Los que estamos dentro lo notamos en muchas cuestiones, pero la que quizás más nos ha impactado es el cambio de aires que se respira. Ahora, por fin, podemos respirar hondo sin miedo a levantar sospechas. Ahora podemos hablar en la plaza pública lo que antes quedaba reducido a los círculos de confianza. Ahora se puede hablar de pobreza sin levantar sospechas de liberacionista; se puede plantear el diálogo religioso como un buscar la verdad y no como mera estrategia apologética; se puede criticar el capitalismo sin tener que soportar la losa de comunista (aunque algunos no cambian en esto); se puede decir "no a la guerra" sin parecer un ultra izquierdista paniaguado por los de la ceja. Ahora, en fin, se puede decir lo que se piensa y sentir lo que se dice, cosa que, como dijera Hume siguiendo a Tácito es más bien rara. Pes bien, estamos en esos tiempos extraños (rara temporum) en los que la libertad fluye como agua pura y en los que los torquemada de siempre deben guardar las herramientas para otra ocasión (de seguro que la tendrán y por eso esperan agazapados).

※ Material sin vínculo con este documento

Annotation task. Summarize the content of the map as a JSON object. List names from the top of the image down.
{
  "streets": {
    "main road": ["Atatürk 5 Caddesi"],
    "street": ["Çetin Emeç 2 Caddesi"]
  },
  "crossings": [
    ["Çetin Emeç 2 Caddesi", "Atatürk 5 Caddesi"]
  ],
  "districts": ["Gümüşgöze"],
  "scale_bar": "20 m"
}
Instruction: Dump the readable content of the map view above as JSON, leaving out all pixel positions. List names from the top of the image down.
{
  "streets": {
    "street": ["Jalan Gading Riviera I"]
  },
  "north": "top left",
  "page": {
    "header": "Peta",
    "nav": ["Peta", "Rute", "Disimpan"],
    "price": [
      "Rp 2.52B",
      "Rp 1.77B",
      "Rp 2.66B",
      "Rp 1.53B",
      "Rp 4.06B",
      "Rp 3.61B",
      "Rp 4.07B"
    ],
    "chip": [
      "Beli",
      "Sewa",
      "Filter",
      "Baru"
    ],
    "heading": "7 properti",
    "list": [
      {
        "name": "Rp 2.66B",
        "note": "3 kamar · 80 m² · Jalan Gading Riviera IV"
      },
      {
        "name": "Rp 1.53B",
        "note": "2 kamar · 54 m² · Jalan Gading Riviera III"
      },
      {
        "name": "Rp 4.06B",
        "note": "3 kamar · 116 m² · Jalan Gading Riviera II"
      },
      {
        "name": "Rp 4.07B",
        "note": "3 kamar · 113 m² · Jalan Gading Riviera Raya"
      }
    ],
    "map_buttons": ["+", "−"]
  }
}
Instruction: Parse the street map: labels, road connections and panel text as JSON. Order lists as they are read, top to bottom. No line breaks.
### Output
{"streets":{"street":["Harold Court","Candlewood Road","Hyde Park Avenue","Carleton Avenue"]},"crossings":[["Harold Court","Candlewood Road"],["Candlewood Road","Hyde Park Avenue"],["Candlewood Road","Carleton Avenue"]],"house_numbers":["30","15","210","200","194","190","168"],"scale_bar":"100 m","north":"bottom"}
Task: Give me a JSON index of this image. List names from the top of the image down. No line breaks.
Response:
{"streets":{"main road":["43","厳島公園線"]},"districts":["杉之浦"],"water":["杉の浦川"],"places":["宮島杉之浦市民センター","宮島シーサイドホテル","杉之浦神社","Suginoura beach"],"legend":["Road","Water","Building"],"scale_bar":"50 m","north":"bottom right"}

Publiqué un libro, No podéis servir a dos amos, en el que expongo una crítica a esa Iglesia que no sabe sino enrocarse en posiciones numantinas que solo la arrastran a lo más lúgubre de la mundanidad. Me permito hacer unas propuestas de salida, para el mundo y para la Iglesia, que permitan vivir en este mundo hoy como sería posible dado el avance científico y moral al que hemos llegado, pero que no se pone en práctica porque la avaricia extrema elevada a sistema social, el capitalismo, sigue coartando las posibilidades de la humanidad, secuestrando los espíritus y encerrándolos en una jaula dorada, en occidente, y una prisión oscura, el resto del mundo. Hacia el final del libro expreso mis anhelos con estas palabras:
"Nuestra ciudadanía, nuestra pertenencia política, no es de este mundo, es una ciudadanía celestial, dicho en los términos del Nuevo Testamento, o
con una traducción adaptada al mundo de hoy, es una república alternativa. Se trata de otra forma de hacer las cosas, de otra manera de organizar la política, de otra manera de hacer la economía. En definitiva, se trata de otro mundo que debe ser posible, de otra Globalización, la del amor y la
pobreza. Porque esta nueva civilización, como hemos dicho en varias ocasiones,
se opone a la actual y resulta de una confluencia de perspectivas: la del
Magisterio eclesial, la civilización del
amor; y la de las víctimas del IGP, la civilización
de la pobreza, que “supone el des-quiciamiento del mundo actual, es
decir, una alteridad radical”[1]. Hemos
de ser capaces de cambiar la mentalidad de los habitantes del planeta, como
única forma real de desconstruir un mundo que ha crecido contra los hombres y
su desarrollo. El desarrollo a toda costa ha sido la ideología dominante, una
especie de promesa del cielo en la tierra que generó un sueño, un sueño
monstruoso que la razón occidental convirtió en realidad. La civilización de la pobreza"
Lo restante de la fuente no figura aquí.